Even though it falls in line with European and World standards, the Criminal Code of Kosovo’s definition of trafficking is complex and it is OSCE’s belief that in some cases it is that judges/prosecutors misunderstand the verbiage of this definition and incorrectly convict the offenders resulting in charges of the wrong crime or too short of a sentence. It is the OSCE’s recommendation that the problem be treated with judicial education because it appears that Kosovo is making efforts to reform and prosecute (OSCE), but is unable to finish the job. Much like their ground-breaking laws for gender equality, Kosovo has the correct foundation for decreasing human trafficking, but its enforcement is ineffective.

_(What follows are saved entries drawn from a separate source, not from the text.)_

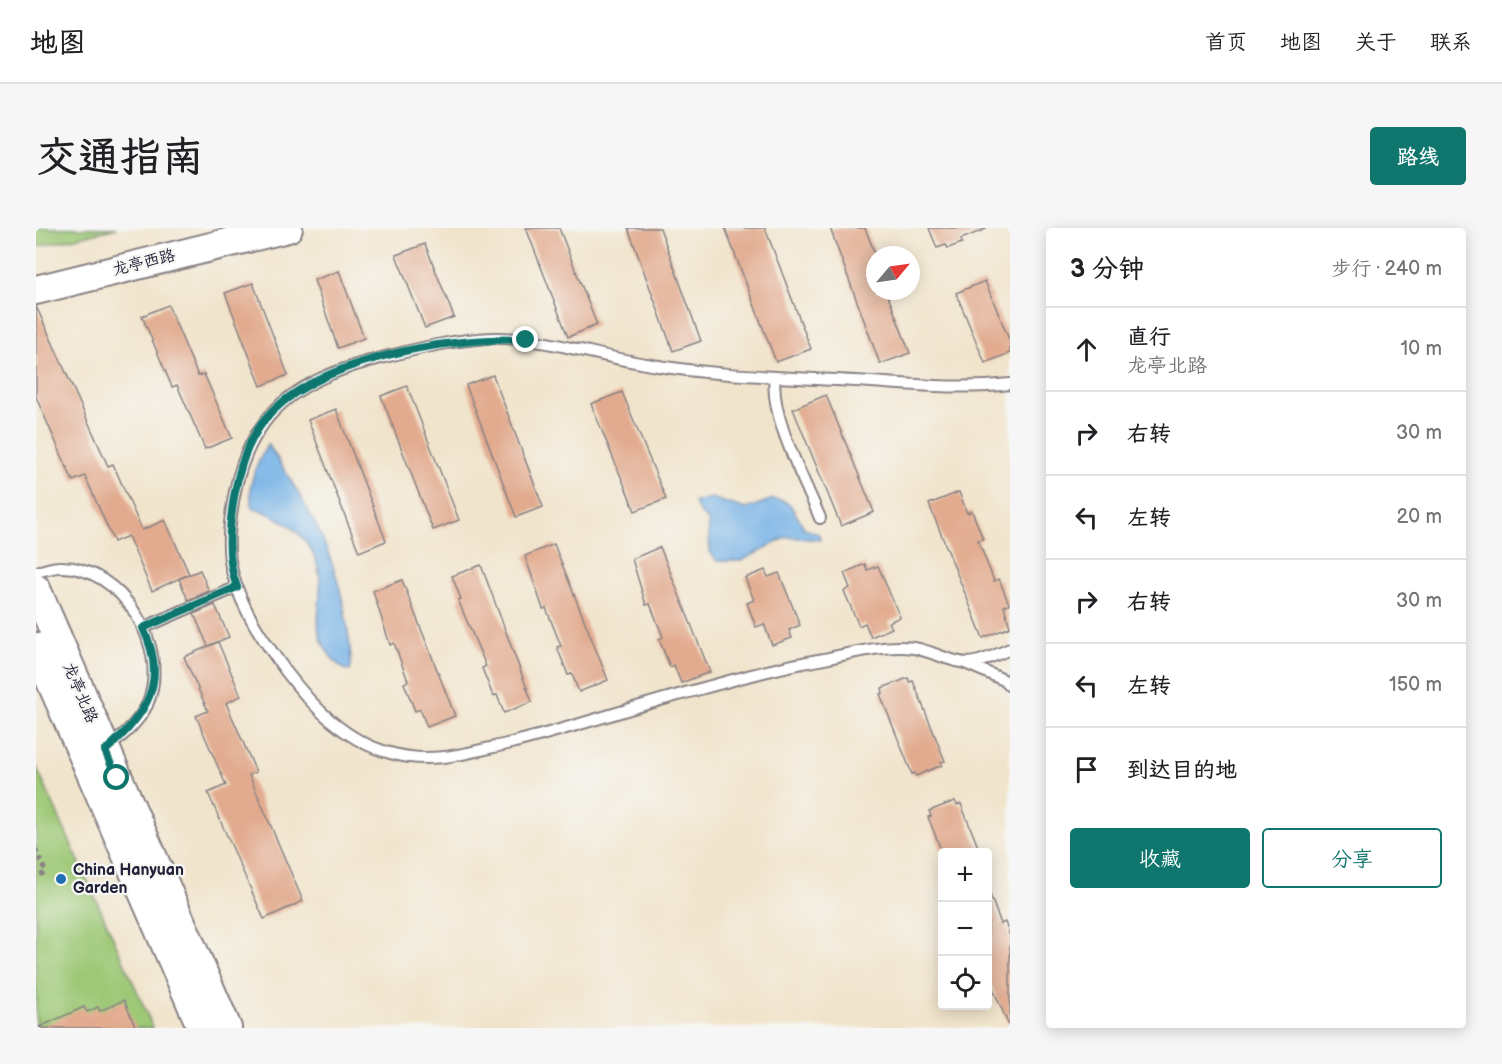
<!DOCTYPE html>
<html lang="zh">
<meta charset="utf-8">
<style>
body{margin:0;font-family:"Balsamiq Sans","LXGW WenKai TC",sans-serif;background:#f6f6f6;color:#202124}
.controls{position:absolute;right:18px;bottom:18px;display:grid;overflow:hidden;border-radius:6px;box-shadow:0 3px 15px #0003}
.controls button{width:54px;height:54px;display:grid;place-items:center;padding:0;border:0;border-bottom:2px solid #e0e0e0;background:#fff;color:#202124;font:30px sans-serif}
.compass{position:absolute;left:830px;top:18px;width:54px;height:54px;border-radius:50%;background:#fff;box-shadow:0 3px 15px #0003;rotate:61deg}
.stop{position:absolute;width:18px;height:18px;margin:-14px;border:4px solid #0f766e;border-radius:50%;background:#fff}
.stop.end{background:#0f766e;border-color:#fff;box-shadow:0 2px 6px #0008}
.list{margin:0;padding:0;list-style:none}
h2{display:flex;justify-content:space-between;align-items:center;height:78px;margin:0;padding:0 24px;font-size:26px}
h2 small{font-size:20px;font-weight:400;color:#757577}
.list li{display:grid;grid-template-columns:39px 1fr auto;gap:18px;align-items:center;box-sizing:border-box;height:84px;padding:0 24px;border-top:2px solid #e0e0e0}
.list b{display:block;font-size:22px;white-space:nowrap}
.list p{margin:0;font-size:20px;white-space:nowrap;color:#757577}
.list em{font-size:20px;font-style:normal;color:#757577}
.actions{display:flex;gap:12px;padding:18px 24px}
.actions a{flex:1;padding:14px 0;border:2px solid #0f766e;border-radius:6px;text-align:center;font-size:21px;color:#0f766e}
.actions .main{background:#0f766e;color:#fff}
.icon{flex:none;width:33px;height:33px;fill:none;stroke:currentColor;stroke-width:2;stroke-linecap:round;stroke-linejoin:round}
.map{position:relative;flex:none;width:974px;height:800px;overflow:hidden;border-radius:6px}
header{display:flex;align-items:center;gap:36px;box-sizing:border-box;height:84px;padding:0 30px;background:#fff;border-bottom:2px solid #e0e0e0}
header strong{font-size:28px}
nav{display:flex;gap:33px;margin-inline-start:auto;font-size:21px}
.intro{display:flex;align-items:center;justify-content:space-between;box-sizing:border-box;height:144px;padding:0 36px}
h1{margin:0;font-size:42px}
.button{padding:15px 27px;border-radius:6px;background:#0f766e;color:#fff;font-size:21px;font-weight:700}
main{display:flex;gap:36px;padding:0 36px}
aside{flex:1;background:#fff;border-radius:6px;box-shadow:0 3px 15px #0003}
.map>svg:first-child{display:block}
</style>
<header>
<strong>地图</strong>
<nav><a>首页</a><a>地图</a><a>关于</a><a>联系</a></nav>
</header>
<div class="intro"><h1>交通指南</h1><a class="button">路线</a></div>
<main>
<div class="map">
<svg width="974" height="800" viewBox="0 0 974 800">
<rect width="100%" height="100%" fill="#f6f6f2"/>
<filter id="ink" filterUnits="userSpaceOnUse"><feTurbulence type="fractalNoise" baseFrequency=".0167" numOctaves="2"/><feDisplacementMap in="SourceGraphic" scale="12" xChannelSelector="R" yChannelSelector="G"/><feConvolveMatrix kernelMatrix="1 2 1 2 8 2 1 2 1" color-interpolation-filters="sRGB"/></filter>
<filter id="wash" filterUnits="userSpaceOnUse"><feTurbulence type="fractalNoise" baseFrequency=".008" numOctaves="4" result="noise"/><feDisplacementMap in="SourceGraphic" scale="24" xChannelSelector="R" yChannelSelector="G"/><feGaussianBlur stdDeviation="1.35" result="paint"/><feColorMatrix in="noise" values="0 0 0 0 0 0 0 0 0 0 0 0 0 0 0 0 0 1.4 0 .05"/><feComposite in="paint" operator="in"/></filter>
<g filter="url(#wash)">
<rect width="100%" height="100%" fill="#f1e4cc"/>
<!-- green -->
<g fill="#9dc876" stroke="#607558" stroke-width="1.5">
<path d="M0,0h81l-81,19z"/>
<path d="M0,538l102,227 15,35h-117z"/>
</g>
<!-- water -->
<g fill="#75b1e6" stroke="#4c6a90" stroke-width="1.5">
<path d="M232,216c43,68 72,113 81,196 1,9 4,24 1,31 -8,-1 -13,-7 -18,-13 -21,-26 -12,-42 -12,-71 1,-42 -30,-68 -67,-79 -8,-22 4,-45 15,-64z"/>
<path d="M675,270l35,11 27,-10 11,2 7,5 14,23 14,5 1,6 -33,-3 -46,24h-24l-7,-9 -2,-32 -9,-8 -5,-10z"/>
</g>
<g id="blocks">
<!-- building -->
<g fill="#e2ab8f">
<path d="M490,0h33l38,97 -29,12z"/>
<path d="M592,0h32l41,113 -28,10z"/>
<path d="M689,0h40l46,121 -35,13z"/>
<path d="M794,0h35l10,26v37h11l24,62 -30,11z"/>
<path d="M893,0h57v1l-25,10 1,4 -14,5 -2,-3 -9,3z"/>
<path d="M389,16l29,73 -29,11 -29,-73z"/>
<path d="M303,43l25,67 -26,10 -24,-68z"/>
<path d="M949,53l25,61v11l-25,10 -29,-70z"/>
<path d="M217,55l35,92 -27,11 -36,-93z"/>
<path d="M132,77l30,71 6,-2 28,64 -27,11 -28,-64 -5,2 -30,-71z"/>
<path d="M0,78l72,160 5,-2 29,66 23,-10 24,54 -37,17 -24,-55 -14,6 -29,-66 -12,5 -37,-84z"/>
<path d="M457,147l50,132 -27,10 -50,-132z"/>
<path d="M371,158l52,134 -26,10 -52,-134z"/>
<path d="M586,164l44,107 -31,12 -44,-107z"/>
<path d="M790,167l48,117 -33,14 -48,-117z"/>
<path d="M300,181l50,132 -27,11 -51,-132z"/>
<path d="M923,264l8,21 5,-2 11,28 -5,1 16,41 5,-2 10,25 -5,2 6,21 -27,11 -54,-134z"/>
<path d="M518,316l54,136 -29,12 -7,-18 -4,1 -11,-28 4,-1 -15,-38 -3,1 -18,-53z"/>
<path d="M624,319l50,125 -29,11 -7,-18 -4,2 -11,-28 4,-2 -13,-33 -4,1 -14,-46z"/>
<path d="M829,336l2,6 11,-4 22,51 -11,5 3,6 -21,9 -6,-14 -6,3 -15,-35 6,-3 -6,-15z"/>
<path d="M445,337l51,137 -28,11 -7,-18 -4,1 -11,-28 4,-2 -28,-66 3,-1 -9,-23z"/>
<path d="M164,342l9,21 -21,9 -9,-21z"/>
<path d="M729,342l3,7 11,-4 21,52 -11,5 3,8 -20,7 -8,-21 -8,3 -9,-24 7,-3 -9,-22z"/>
<path d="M366,352l53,136 -28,11 -7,-18 -5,2 -11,-28 4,-2 -14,-38 -4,2 -17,-54z"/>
<path d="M179,377l14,32 -21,9 -14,-32z"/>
<path d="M182,414l23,54 -15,7 30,69 -7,3 54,126 -39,18 -56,-126 18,-8 -30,-69 12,-5 -24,-54z"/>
<path d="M872,450l2,4 3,-1 32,80 -4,1 1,3 -26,11 -1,-3 -3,1 -32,-80 3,-1 -1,-5z"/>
<path d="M919,573l2,4 4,-1 19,48h-38l-14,-35 3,-1 -2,-5z"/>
<path d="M953,664l12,32 4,-2 5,14v92l-23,-53z"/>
<path d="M88,772l12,28h-99l47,-21 3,5 11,-5 2,4z"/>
</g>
</g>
</g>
<g filter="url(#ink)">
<use href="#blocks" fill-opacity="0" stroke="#8a8384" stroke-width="1.5"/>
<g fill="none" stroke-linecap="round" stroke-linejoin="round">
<!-- lane casing -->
<g stroke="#8a8384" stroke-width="14">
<g id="lane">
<path d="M739,149c-6,38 30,104 45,141"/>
<path d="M974,156c-51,6 -104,0 -155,-3 -69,-4 -141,-5 -209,-17 -50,-8 -102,-27 -153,-26 -35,1 -73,10 -108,19 -86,21 -137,53 -152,145 -4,24 -7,49 0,73 9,35 31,66 52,95 27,36 60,71 105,83 41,12 77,0 117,-9 59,-14 116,-34 175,-50 47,-13 95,-27 142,-35 28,-6 62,-15 90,-11 18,3 36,14 53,15 15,0 30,-9 43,-14"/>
<path d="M0,344c7,-1 15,-5 23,-5 63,-2 113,82 88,138 -9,18 -25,31 -40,44"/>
<path d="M107,400l94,-41"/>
<path d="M929,435l39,17 6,6"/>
</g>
</g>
<!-- secondary casing -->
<g stroke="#8a8384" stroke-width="32">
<g id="secondary">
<path d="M0,62l252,-62"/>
<path d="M0,361l191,439"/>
<path d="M0,419l166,381"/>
</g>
</g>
<!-- path -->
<path stroke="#8a8384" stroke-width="4" stroke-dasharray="4.5 4.5" stroke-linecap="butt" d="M0,621l10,23 -10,5"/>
<!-- lane -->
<use href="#lane" stroke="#fff" stroke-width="10"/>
<!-- secondary -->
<use href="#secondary" stroke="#fff" stroke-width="28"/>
</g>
</g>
<g fill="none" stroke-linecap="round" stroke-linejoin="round" filter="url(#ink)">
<!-- route -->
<path stroke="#0f766e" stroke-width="8" d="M81,550l-12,-27c41,-36 64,-69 38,-123l94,-41c-11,-30 -8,-59 -3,-90 5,-27 12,-53 29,-75 49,-63 187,-86 263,-82"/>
</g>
<!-- markers -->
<circle fill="#1f6fb2" stroke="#f6f6f2" stroke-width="2" cx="25" cy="651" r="6"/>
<g text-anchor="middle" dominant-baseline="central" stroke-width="4.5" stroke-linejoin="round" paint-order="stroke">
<!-- street labels -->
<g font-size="16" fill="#22223b" stroke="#f6f6f2">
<text transform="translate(108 35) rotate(-14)">龙亭西路</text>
<text transform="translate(44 465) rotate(67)">龙亭北路</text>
</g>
<!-- poi labels -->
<g font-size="16" font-weight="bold" fill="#22223b" stroke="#f6f6f2" text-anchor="start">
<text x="37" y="642">China Hanyuan<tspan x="37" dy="18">Garden</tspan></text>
</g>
</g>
</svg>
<div class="controls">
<button>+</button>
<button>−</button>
<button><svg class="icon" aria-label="locate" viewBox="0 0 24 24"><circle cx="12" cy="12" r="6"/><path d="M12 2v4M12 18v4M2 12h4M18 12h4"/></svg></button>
</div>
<svg class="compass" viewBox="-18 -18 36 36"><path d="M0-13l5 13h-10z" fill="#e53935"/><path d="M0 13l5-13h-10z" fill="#757577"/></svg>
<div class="stop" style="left:81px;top:550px"></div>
<div class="stop end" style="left:490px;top:112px"></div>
</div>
<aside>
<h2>3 分钟<small>步行 · 240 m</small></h2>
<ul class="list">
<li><svg class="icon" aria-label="ahead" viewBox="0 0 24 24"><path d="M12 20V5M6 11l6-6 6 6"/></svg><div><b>直行</b><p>龙亭北路</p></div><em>10 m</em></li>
<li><svg class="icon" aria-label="right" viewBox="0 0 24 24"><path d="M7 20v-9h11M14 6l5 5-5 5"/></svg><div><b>右转</b></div><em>30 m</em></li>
<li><svg class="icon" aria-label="left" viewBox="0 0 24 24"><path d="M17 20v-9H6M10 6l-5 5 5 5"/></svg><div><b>左转</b></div><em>20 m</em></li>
<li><svg class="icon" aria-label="right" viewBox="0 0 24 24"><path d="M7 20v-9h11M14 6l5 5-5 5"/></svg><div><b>右转</b></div><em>30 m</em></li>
<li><svg class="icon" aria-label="left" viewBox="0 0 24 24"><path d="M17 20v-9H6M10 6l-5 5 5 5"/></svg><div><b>左转</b></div><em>150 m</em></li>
<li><svg class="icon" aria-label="arrive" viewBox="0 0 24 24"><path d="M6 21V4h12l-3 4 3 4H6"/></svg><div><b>到达目的地</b></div></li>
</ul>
<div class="actions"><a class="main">收藏</a><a>分享</a></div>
</aside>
</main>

For such a small country we must ask ourselves, why is this a hotbed of human trafficking? What is it about Kosovo that makes this crime so prolific here? Is it the high poverty level; is it that the government is trying to stabilize itself in a hostile environment; is it the discrepancy in gender equality; is it that racism is rampant; is it culturally acceptable? Even though it is small, Kosovo is watched and supported by several world organizations because of its fledgling government and its history of genocide. Kosovo is also aware of itself; it is sensitive to becoming a part of the EU and to maintaining its countryhood. Because it is so scrutinized can it become a model of reform? If we can begin to find why human trafficking succeeds here, perhaps we can begin to find solutions that will help to eradicate it world-wide. Kosovo has to be willing to participate and at this point, it seems to be.
In the coming weeks I will explore cases where Kosovo has been successful and also where they have failed in terms of prosecuting and convicting human traffickers and what these cases mean for the victims, for Kosovo and for the world.